● **Aim of the task**:
Look below and pull out each line with the word "shadow".

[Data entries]
▼▼▼

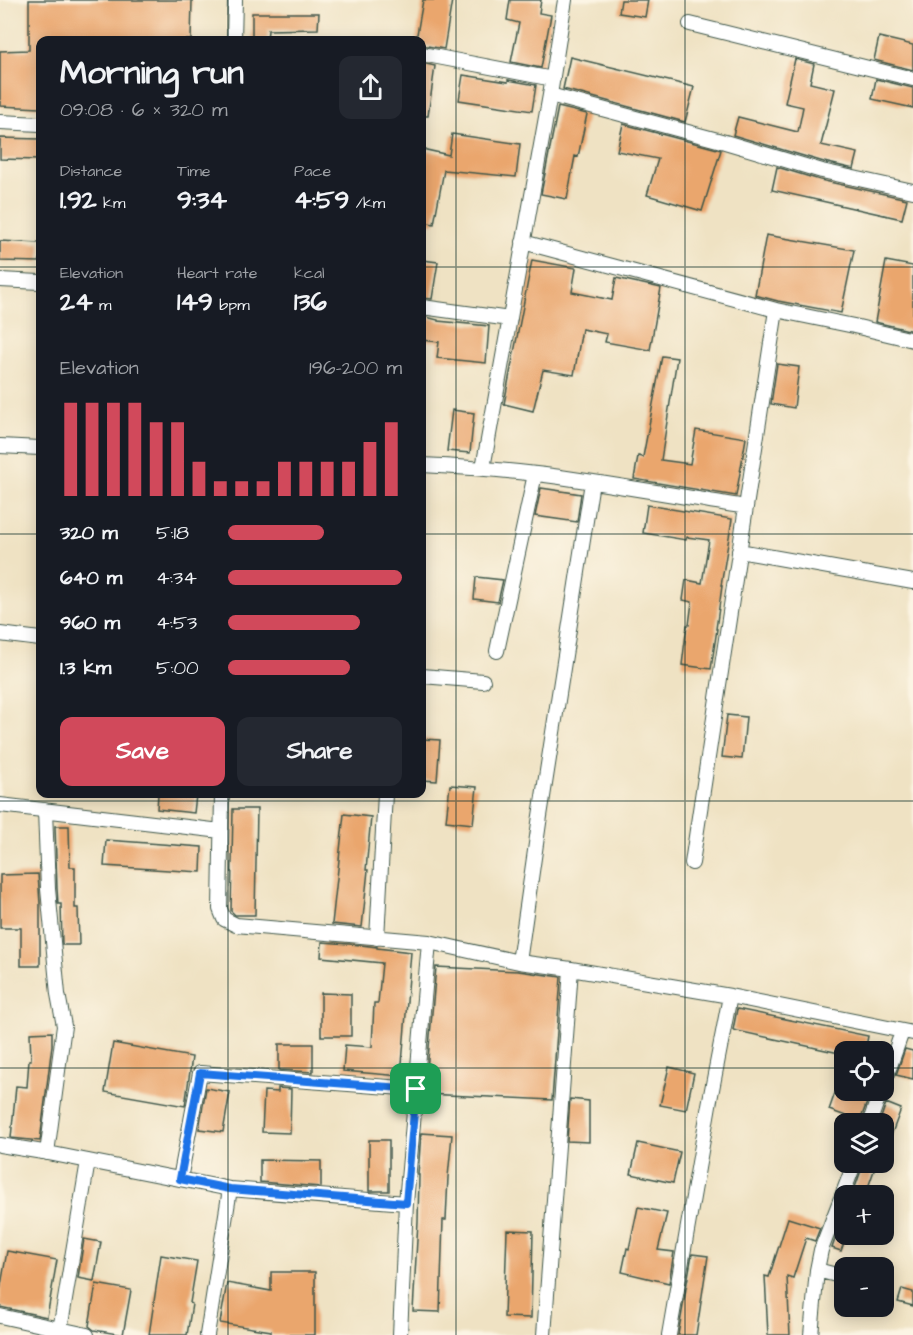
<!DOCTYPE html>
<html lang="en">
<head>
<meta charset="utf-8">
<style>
  :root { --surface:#171b24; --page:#242831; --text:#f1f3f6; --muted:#9ea1a6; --accent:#d1495b }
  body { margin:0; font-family:"Architects Daughter",sans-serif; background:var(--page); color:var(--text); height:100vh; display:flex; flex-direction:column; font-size:22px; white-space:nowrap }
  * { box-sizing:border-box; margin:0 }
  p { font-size:20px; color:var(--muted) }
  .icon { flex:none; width:33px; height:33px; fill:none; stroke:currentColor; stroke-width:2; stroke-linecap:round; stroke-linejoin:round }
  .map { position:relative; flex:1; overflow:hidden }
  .sheet { position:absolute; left:36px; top:36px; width:390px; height:762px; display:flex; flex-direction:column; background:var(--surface); border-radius:12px; box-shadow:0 3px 15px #0003 }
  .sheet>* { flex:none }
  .fabs { position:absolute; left:834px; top:1041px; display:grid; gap:12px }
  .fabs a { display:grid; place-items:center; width:60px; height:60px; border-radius:12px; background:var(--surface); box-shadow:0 3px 15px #0003; font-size:30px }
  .pin { position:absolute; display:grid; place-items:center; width:51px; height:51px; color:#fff; margin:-26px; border-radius:12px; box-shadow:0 3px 9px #0006 }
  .round { display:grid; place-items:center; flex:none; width:63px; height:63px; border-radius:12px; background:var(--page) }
  .summary { display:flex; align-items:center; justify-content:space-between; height:102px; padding:0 24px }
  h1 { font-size:33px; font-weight:700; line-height:45px }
  .metrics { display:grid; grid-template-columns:repeat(3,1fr); gap:9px; height:102px; padding:6px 24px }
  .metrics div { display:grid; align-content:center }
  .metrics b { font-size:26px; font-weight:700 }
  .metrics small { font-size:16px; font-weight:400 }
  .metrics p { font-size:16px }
  .chart { height:168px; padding:12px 24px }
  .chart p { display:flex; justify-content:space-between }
  .chart svg { width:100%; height:108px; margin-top:6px; stroke:var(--accent); stroke-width:6 }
  .primary-button { display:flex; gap:12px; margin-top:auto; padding:12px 24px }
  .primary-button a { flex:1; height:69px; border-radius:12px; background:var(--accent); color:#fff; font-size:24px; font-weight:700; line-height:69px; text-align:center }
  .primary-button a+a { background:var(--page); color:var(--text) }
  ul { padding:0 24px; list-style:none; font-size:20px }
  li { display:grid; grid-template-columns:96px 72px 1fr; align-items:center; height:45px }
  li i { height:15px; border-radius:8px; background:var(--accent) }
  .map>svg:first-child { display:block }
</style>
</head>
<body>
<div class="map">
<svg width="913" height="1335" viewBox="0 0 913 1335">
  <rect width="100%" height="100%" fill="#fcf5e5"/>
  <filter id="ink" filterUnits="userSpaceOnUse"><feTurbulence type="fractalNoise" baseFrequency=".0167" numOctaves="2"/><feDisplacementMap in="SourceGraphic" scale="12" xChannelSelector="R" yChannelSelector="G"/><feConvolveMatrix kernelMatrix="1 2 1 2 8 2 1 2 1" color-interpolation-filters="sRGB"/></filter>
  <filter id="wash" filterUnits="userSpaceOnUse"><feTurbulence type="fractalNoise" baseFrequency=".008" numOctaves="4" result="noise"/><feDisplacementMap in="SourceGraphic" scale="24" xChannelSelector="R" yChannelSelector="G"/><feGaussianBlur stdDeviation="1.35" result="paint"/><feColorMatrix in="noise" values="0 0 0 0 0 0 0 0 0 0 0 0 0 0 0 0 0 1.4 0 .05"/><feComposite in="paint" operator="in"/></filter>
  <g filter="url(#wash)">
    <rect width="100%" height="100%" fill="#efe2c3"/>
    <g id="blocks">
      <path fill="#eaa66d" d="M 29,0 L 192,0 L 191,40 L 40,40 L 40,108 L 0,106 L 0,51 L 29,50 Z
        M 423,0 L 452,0 L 444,49 L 422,45 L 422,40 L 416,40 Z
        M 510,0 L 541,0 L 539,13 L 551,15 L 541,68 L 511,62 L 519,23 L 507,20 Z
        M 621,0 L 648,0 L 645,17 L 619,13 Z
        M 252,13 L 319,13 L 318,29 L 268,30 L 267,40 L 252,40 Z
        M 879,37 L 913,45 L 913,70 L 874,60 Z
        M 570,57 L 694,87 L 685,122 L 563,89 Z
        M 795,59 L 814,64 L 810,83 L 835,89 L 821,145 L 858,153 L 854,169 L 824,162 L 733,135 L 738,117 L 798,132 L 803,107 L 785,103 Z
        M 422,63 L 435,66 L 428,116 L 422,116 Z
        M 463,75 L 508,82 L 508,80 L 536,85 L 532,111 L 459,100 Z
        M 876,79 L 913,88 L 913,108 L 872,99 Z
        M 558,107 L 587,114 L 578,157 L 575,156 L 567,199 L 541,194 Z
        M 623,124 L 721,150 L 702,211 L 647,195 L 658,159 L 617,151 Z
        M 452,134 L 520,144 L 516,177 L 444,170 L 434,224 L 422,222 L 422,149 L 449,155 Z
        M 0,138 L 40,139 L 40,160 L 0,159 Z
        M 777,167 L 820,180 L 907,199 L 902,219 L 772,190 Z
        M 766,235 L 854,250 L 841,313 L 778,301 L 755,295 Z
        M 0,241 L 40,243 L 40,262 L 0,261 Z
        M 422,260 L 438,262 L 432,299 L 422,298 Z
        M 532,260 L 576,268 L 572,292 L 612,300 L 616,278 L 661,288 L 650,350 L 605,342 L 607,334 L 582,329 L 574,375 L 543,370 L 533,411 L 504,404 Z
        M 886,261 L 913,266 L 913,331 L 875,322 Z
        M 422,316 L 438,320 L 438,321 L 489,326 L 486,363 L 437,358 L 439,342 L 422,340 Z
        M 662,356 L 677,358 L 661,460 L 690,464 L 696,430 L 746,438 L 736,496 L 634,479 L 638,456 L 643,457 Z
        M 777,364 L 799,367 L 794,408 L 771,404 Z
        M 452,410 L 474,413 L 470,453 L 447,451 Z
        M 541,488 L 581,494 L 577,522 L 535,516 Z
        M 647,505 L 732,519 L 721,586 L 722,586 L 716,629 L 717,629 L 711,669 L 682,665 L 687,625 L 689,625 L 692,602 L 683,600 L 686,580 L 702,583 L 709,540 L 687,537 L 686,540 L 643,533 Z
        M 476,577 L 503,580 L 498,602 L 474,599 Z
        M 727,715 L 746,717 L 742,759 L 722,757 Z
        M 422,739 L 440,740 L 437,781 L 422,780 Z
        M 450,785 L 477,787 L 473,824 L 446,821 Z
        M 158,794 L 196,795 L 194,813 L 157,809 Z
        M 233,809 L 257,809 L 255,915 L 235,915 L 231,911 Z
        M 344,814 L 371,817 L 366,870 L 368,870 L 362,927 L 332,924 Z
        M 55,826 L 69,826 L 70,867 L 75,867 L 75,908 L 78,908 L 79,945 L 62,945 L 61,904 L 58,904 L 57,888 Z
        M 106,840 L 202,847 L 201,872 L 104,866 Z
        M 38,874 L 40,904 L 40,966 L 21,966 L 21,928 L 0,928 L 0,875 Z
        M 322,942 L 361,945 L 377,947 L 377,948 L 411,952 L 401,1076 L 343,1071 L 345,1045 L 372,1047 L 374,1003 L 378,1003 L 382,963 L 321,957 Z
        M 436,967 L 518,971 L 561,977 L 552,1100 L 425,1094 Z
        M 321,993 L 351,994 L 351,1036 L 321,1036 Z
        M 737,1009 L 868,1036 L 865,1052 L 844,1052 L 844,1054 L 733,1030 Z
        M 52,1032 L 52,1045 L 40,1141 L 11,1138 L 16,1086 L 27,1087 L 29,1060 L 31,1060 L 30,1033 Z
        M 113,1043 L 192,1057 L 185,1106 L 105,1092 Z
        M 279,1044 L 313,1044 L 313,1072 L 279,1070 Z
        M 905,1049 L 913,1051 L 913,1079 L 896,1075 Z
        M 669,1067 L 694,1073 L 686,1110 L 660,1105 Z
        M 206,1088 L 230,1092 L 223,1132 L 199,1129 Z
        M 278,1088 L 291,1089 L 290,1133 L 262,1132 L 264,1091 L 278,1092 Z
        M 836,1090 L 861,1090 L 860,1094 L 869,1097 L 860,1121 L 829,1110 Z
        M 570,1099 L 589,1101 L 589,1142 L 567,1141 Z
        M 886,1103 L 901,1109 L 885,1152 L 884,1152 L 884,1124 L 879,1124 Z
        M 421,1133 L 452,1135 L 448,1177 L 446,1220 L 443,1220 L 440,1312 L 413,1311 L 418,1222 L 419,1175 L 418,1175 Z
        M 369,1140 L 389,1140 L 389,1191 L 369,1191 Z
        M 638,1143 L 680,1152 L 673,1183 L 631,1174 Z
        M 260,1160 L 321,1161 L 321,1187 L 260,1182 Z
        M 864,1162 L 877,1162 L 865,1196 L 852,1196 Z
        M 638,1207 L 667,1213 L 658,1250 L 674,1252 L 669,1283 L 622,1272 L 627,1248 L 629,1249 Z
        M 844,1214 L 844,1234 L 847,1234 L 841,1251 L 832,1248 Z
        M 788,1218 L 820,1228 L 815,1241 L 806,1238 L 793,1278 L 787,1276 L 790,1335 L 768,1335 L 765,1276 L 769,1277 Z
        M 507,1230 L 533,1231 L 531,1318 L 504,1317 Z
        M 84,1239 L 101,1242 L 94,1281 L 78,1278 Z
        M 7,1251 L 57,1260 L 47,1317 L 0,1307 L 0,1291 Z
        M 692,1254 L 708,1256 L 696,1335 L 678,1335 Z
        M 161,1255 L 197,1261 L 190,1303 L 192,1304 L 187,1335 L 149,1335 Z
        M 271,1272 L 315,1272 L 315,1335 L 271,1335 L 271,1331 L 220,1323 L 227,1283 L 271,1291 Z
        M 96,1284 L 131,1290 L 123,1335 L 94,1330 L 89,1326 Z
        M 902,1289 L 913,1292 L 913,1306 L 898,1302 Z"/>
    </g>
  </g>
  <g filter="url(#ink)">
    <use href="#blocks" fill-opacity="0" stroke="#3e5649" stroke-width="1.5"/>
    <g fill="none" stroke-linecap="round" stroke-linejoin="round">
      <defs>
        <path id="minor" d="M 690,24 L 913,79
          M 234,40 L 235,0
          M 422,54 L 553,79
          M 550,95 L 725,142 L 822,171 L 913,191
          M 0,122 L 40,124
          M 523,242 L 776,310 L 746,507
          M 0,280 L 40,282
          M 422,307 L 510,319
          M 776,310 L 854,326 L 913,340
          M 0,446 L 40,448
          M 422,465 C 463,467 504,470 545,475 C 612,484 679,496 746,507 L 692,863
          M 483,468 L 550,95 L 565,0
          M 739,551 L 913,582
          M 0,634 L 40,639
          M 497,651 L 535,474
          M 422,676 L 483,681
          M 222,794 L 220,909 L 224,919 L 236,925 L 429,942 L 519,962 L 571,969 L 730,996 L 913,1033
          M 0,805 L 221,831
          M 45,810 L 48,889 L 58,994 L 64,1026 L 47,1153
          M 377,938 L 385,794
          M 519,962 L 540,816 L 592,482
          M 884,1083 L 902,1032
          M 869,1124 L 881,1090
          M 0,1145 L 43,1152 L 230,1189 L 406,1203
          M 180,1179 L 200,1073 L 416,1089
          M 817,1270 L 844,1277
          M 0,1316 L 87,1335
          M 60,1330 L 88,1161
          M 207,1335 L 230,1189
          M 400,1335 L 406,1203 L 429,942
          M 544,1335 L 571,969
          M 669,1335 L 709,1105 L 730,996
          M 811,1335 L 817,1270 L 821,1250 L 855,1162"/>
      </defs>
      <use href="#minor" stroke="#3e5649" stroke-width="16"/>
      <use href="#minor" stroke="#fff" stroke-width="14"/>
    </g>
  </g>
  <g fill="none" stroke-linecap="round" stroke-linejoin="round" filter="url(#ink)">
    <defs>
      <path id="route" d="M 200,1073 L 416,1089 L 406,1203 L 230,1189 L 180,1179 Z"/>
    </defs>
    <use href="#route" stroke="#fff" stroke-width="12"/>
    <use href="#route" stroke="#1a73e8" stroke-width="8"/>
  </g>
  <path fill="none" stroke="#1f3d34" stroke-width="1.5" stroke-opacity="0.55" d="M 228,0 L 228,40M 456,0 L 456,1335M 685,0 L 685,1335M 0,267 L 40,267M 422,267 L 913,267M 0,534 L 40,534M 422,534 L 913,534M 228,794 L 228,1335M 0,801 L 913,801M 0,1068 L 844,1068M 884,1068 L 913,1068"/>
</svg>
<div class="fabs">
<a><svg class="icon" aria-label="locate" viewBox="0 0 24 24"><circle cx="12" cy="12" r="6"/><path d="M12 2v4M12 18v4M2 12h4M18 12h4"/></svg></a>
<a><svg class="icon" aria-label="layers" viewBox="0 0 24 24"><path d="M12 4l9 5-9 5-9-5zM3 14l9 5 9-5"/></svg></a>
<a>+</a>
<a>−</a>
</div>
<div class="pin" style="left:416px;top:1089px;background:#1e9e55"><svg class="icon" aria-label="arrive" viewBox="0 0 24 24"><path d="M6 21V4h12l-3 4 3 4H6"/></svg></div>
<section class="sheet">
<div class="summary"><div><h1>Morning run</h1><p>09:08 · 6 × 320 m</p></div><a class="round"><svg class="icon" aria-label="share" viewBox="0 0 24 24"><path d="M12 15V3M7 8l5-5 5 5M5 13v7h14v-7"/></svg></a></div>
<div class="metrics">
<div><p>Distance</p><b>1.92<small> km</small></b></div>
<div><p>Time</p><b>9:34</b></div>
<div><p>Pace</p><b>4:59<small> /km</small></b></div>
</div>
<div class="metrics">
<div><p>Elevation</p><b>24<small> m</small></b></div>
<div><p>Heart rate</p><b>149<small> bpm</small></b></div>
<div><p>kcal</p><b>136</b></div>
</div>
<div class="chart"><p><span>Elevation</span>196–200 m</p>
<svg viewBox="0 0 160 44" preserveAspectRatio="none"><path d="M5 44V6M15 44V6M25 44V6M35 44V6M45 44V14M55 44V14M65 44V30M75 44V38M85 44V38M95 44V38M105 44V30M115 44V30M125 44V30M135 44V30M145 44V22M155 44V14"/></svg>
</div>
<ul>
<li><b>320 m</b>5:18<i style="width:55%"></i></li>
<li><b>640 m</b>4:34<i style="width:100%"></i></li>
<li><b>960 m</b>4:53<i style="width:76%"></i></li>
<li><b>1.3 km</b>5:00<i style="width:70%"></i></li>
</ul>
<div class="primary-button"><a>Save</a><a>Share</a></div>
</section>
</div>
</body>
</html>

▲▲▲

● **Your response**:
  .sheet { position:absolute; left:36px; top:36px; width:390px; height:762px; display:flex; flex-direction:column; background:var(--surface); border-radius:12px; box-shadow:0 3px 15px #0003 }
  .fabs a { display:grid; place-items:center; width:60px; height:60px; border-radius:12px; background:var(--surface); box-shadow:0 3px 15px #0003; font-size:30px }
  .pin { position:absolute; display:grid; place-items:center; width:51px; height:51px; color:#fff; margin:-26px; border-radius:12px; box-shadow:0 3px 9px #0006 }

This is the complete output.